Humans, on the other hand, take one or two arrows to the head before they unceremoniously go down. They only offer a real challenge if they attack in large numbers, and aren’t very exciting to fight. It’s not that clearing a bandit camp isn’t fun, but it mostly feels like an unnecessary distraction from the better parts of the game.
Even though the combat, exploration and even platforming are pretty darn great, Horizon does fail in one specific area, which is communication. The game is not that good at introducing new systems or tools to the player. New weapons just appear in the marchants’ stock, and there’s no real way for you to know if you should get them or not. It can lead to situations where fighting certain machines is much harder than it should be, just because you don’t have the right tools for the job. I’m not asking the game to hold my hand, but it would have been nice if there was a way to be made aware of new weapons and what they do.

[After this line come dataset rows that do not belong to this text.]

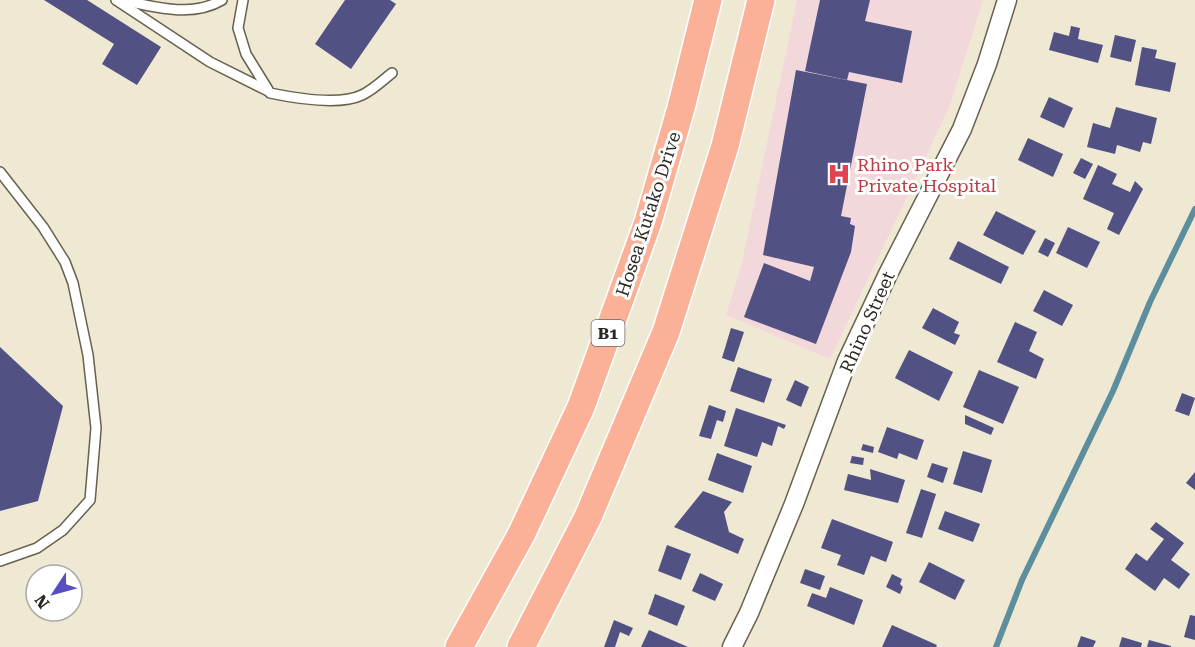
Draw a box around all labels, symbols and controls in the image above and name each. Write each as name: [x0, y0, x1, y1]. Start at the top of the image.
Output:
street label: Hosea Kutako Drive: [611, 129, 685, 299]
place label: Rhino Park Private Hospital: [857, 154, 997, 196]
hospital icon: Rhino Park Private Hospital: [826, 161, 852, 187]
street label: Rhino Street: [835, 268, 899, 376]
road number: B1: [592, 320, 624, 346]
north arrow: [24, 563, 84, 623]
text: N: [31, 591, 54, 612]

Horizon looks great on the PlayStation 4, with gorgeous environments and highly detailed character models. I’m particularly fond of Aloy’s animations as she fights and climbs, but the scenery steals the show. It’s literally impossible not to stop and and stare at the landscape in awe; awe for the sheer detail and polish that went into every area. Luckily, the game has a photo mode which lets you capture all this beauty and share with those who don’t own a PS4. PS4 Pro owners will really notice a difference in quality. I mean, the game looks amazing on both consoles, but the Pro takes the graphics to a whole new level I haven’t experienced before. Voice acting is also top notch, with stars Ashly Burch, JB Blanc, Lance Reddick and others all doing a tremendous job at bringing their characters to life.
Other than a few nitpicks, Horizon is an awesome game. Awesome and breathtakingly beautiful. To tell the truth, I wasn’t expecting to like Horizon Zero Dawn as much as I do. The setting seemed simple enough at first, but Horizon turned out to be so much more than fighting robot dinosaurs. That’s right – killing robot dinosaurs isn’t even the best part of Horizon. The expertly crafted story, world and combat are all wrapped in cutting-edge graphics and inspiring visual design. Horizon Zero Dawn really takes advantage of everything this console generation has to offer, and delivers an amazing experience. It is truly the dawn of a brand new IP that has the potential to redefine open-world games for years to come.